▸ **What the task requires**
Set down the line that has "dot.arc(x, y, r, 0, 2 * Math.PI);" and each line beneath it, through the last line of the entries, exactly and with no others.

[Opening Available data section]

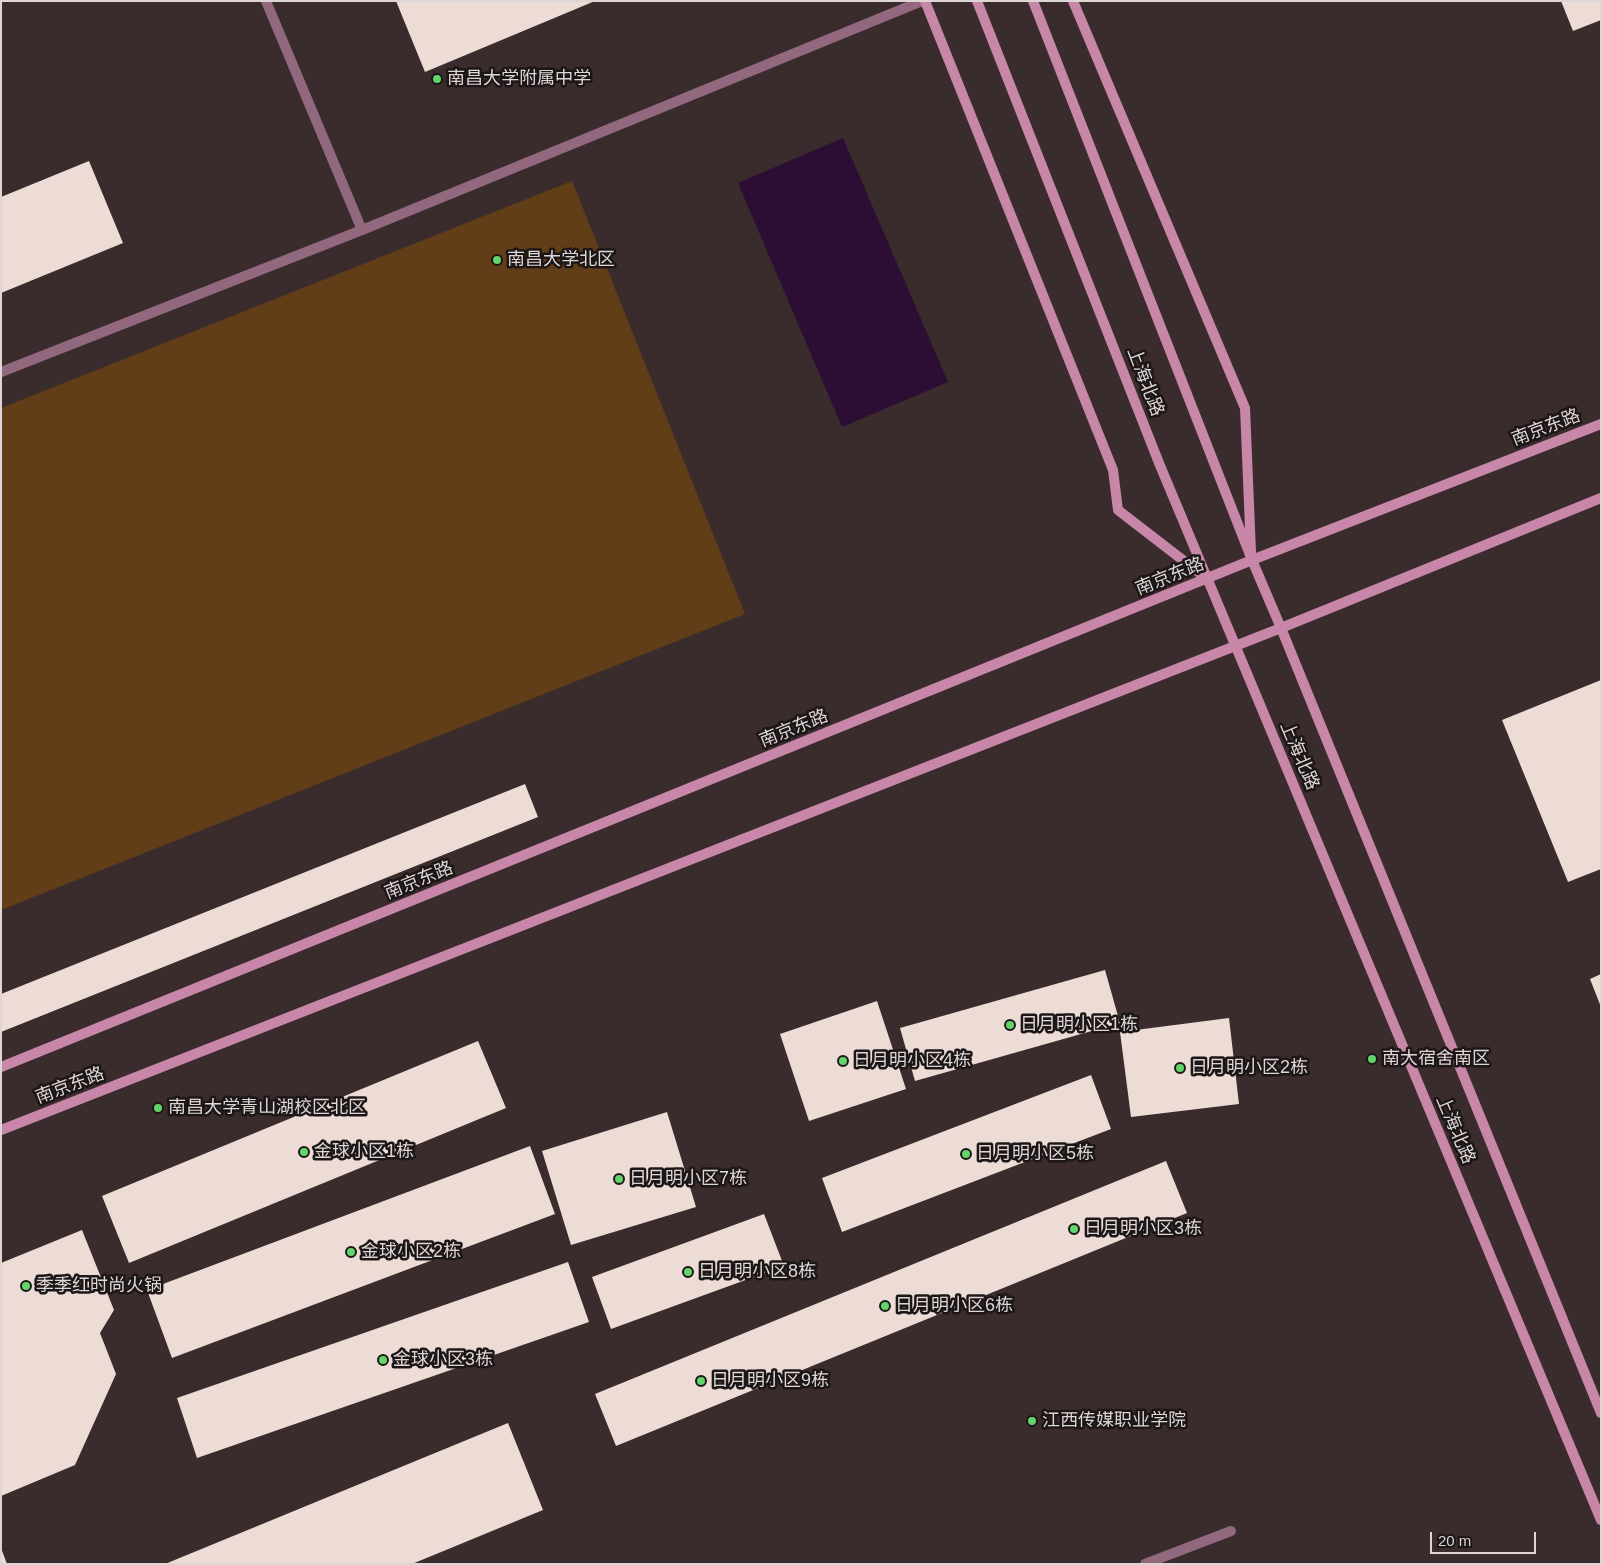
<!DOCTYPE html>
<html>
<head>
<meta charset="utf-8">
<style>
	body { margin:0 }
	#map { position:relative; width:1602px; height:1565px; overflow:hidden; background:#3a2c2d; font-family:Arial,sans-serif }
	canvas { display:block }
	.frame { position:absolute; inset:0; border:2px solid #ded5d5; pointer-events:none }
	.scale { position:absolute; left:1430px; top:1532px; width:106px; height:22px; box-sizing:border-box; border:2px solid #ded5d5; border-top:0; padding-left:6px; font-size:15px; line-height:18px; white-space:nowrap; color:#ded5d5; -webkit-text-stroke:4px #1c1617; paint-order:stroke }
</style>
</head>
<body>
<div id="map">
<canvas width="1602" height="1565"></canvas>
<div class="frame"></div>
<div class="scale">20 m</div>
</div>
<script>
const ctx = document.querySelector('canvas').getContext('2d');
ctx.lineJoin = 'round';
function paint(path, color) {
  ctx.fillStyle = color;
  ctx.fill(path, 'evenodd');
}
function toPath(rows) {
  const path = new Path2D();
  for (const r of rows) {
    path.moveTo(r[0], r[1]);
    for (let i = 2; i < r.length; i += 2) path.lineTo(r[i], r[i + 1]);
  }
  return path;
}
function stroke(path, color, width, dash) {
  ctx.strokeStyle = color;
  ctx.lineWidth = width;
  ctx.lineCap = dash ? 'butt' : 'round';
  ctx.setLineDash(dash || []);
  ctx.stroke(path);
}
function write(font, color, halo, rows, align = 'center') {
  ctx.font = font + ' Arial,"Noto Sans SC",sans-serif';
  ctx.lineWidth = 5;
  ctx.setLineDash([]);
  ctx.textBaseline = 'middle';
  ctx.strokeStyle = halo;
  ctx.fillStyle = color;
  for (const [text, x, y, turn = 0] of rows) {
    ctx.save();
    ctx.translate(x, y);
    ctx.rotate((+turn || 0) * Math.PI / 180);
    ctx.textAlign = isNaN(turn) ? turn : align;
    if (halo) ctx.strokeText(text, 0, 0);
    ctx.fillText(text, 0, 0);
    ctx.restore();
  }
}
const green = toPath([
	[572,181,745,614,1,910,1,408]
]);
const water = toPath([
	[843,138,948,382,842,427,738,183]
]);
const building = toPath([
	[396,1,595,1,425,72],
	[1561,1,1601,1,1601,20,1573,31],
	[89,161,123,243,1,293,1,197],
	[1601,680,1601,869,1568,882,1502,720],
	[525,784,538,817,1,1032,1,994],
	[1105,970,1120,1023,915,1081,900,1028],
	[1601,974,1601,1007,1590,979],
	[877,1001,906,1089,809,1121,780,1034],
	[1229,1018,1239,1104,1131,1117,1120,1032],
	[478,1041,506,1108,129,1263,102,1196],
	[1091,1075,1111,1129,842,1232,822,1178],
	[667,1112,696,1207,571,1245,542,1151],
	[530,1146,555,1214,172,1358,147,1290],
	[1166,1161,1187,1213,616,1446,595,1394],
	[764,1214,784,1266,611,1329,592,1277],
	[82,1230,114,1310,100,1333,116,1374,75,1465,1,1496,1,1263],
	[568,1262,589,1322,197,1458,177,1398],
	[508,1423,543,1510,412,1564,165,1564],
	[1,1548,7,1564,1,1564]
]);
const lane = toPath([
	[266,1,362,230],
	[1145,1564,1231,1531]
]);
const street = toPath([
	[1,372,362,230,922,1]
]);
const secondary = toPath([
	[925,1,1113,470,1118,510,1206,578],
	[977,1,1159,463,1601,1520],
	[1033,1,1252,560,1281,628,1601,1413],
	[1073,1,1245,408,1251,552],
	[1,1067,1252,560,1601,424],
	[1,1130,1281,628,1601,498]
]);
const markers = [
	[437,79,5,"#61d46a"],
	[497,260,5,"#61d46a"],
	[1010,1025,5,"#61d46a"],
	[1372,1059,5,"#61d46a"],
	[843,1061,5,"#61d46a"],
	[1180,1068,5,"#61d46a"],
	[158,1108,5,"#61d46a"],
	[304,1152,5,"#61d46a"],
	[966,1154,5,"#61d46a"],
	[619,1179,5,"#61d46a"],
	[1074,1229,5,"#61d46a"],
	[351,1252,5,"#61d46a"],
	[688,1272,5,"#61d46a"],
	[26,1286,5,"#61d46a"],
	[885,1306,5,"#61d46a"],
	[383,1360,5,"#61d46a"],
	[701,1381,5,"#61d46a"],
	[1032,1421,5,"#61d46a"]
];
const poiNames = [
	["南昌大学附属中学",447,79],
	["南昌大学北区",507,260],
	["日月明小区1栋",1020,1025],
	["南大宿舍南区",1382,1059],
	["日月明小区4栋",853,1061],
	["日月明小区2栋",1190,1068],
	["南昌大学青山湖校区北区",168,1108],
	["金球小区1栋",314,1152],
	["日月明小区5栋",976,1154],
	["日月明小区7栋",629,1179],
	["日月明小区3栋",1084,1229],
	["金球小区2栋",361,1252],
	["日月明小区8栋",698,1272],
	["季季红时尚火锅",36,1286],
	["日月明小区6栋",895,1306],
	["金球小区3栋",393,1360],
	["日月明小区9栋",711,1381],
	["江西传媒职业学院",1042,1421]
];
const streetNames = [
	["上海北路",1145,382,69],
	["南京东路",1546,428,-21],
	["南京东路",1170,577,-22],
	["南京东路",794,729,-22],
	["上海北路",1299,756,67],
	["南京东路",419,881,-22],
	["南京东路",70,1086,-21],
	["上海北路",1455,1130,67]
];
paint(green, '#613e17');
paint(water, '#2c0d33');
paint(building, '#eddcd6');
stroke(lane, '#92687e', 10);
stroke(street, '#92687e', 10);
stroke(secondary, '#c886a9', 10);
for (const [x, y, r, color] of markers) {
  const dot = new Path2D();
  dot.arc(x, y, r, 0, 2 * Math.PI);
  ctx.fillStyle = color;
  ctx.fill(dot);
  stroke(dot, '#1c1617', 2);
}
write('18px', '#ded5d5', '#1c1617', poiNames, 'left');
write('18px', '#ded5d5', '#1c1617', streetNames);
</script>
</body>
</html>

[Closing Available data section]

▸ **Answer space**
  dot.arc(x, y, r, 0, 2 * Math.PI);
  ctx.fillStyle = color;
  ctx.fill(dot);
  stroke(dot, '#1c1617', 2);
}
write('18px', '#ded5d5', '#1c1617', poiNames, 'left');
write('18px', '#ded5d5', '#1c1617', streetNames);
</script>
</body>
</html>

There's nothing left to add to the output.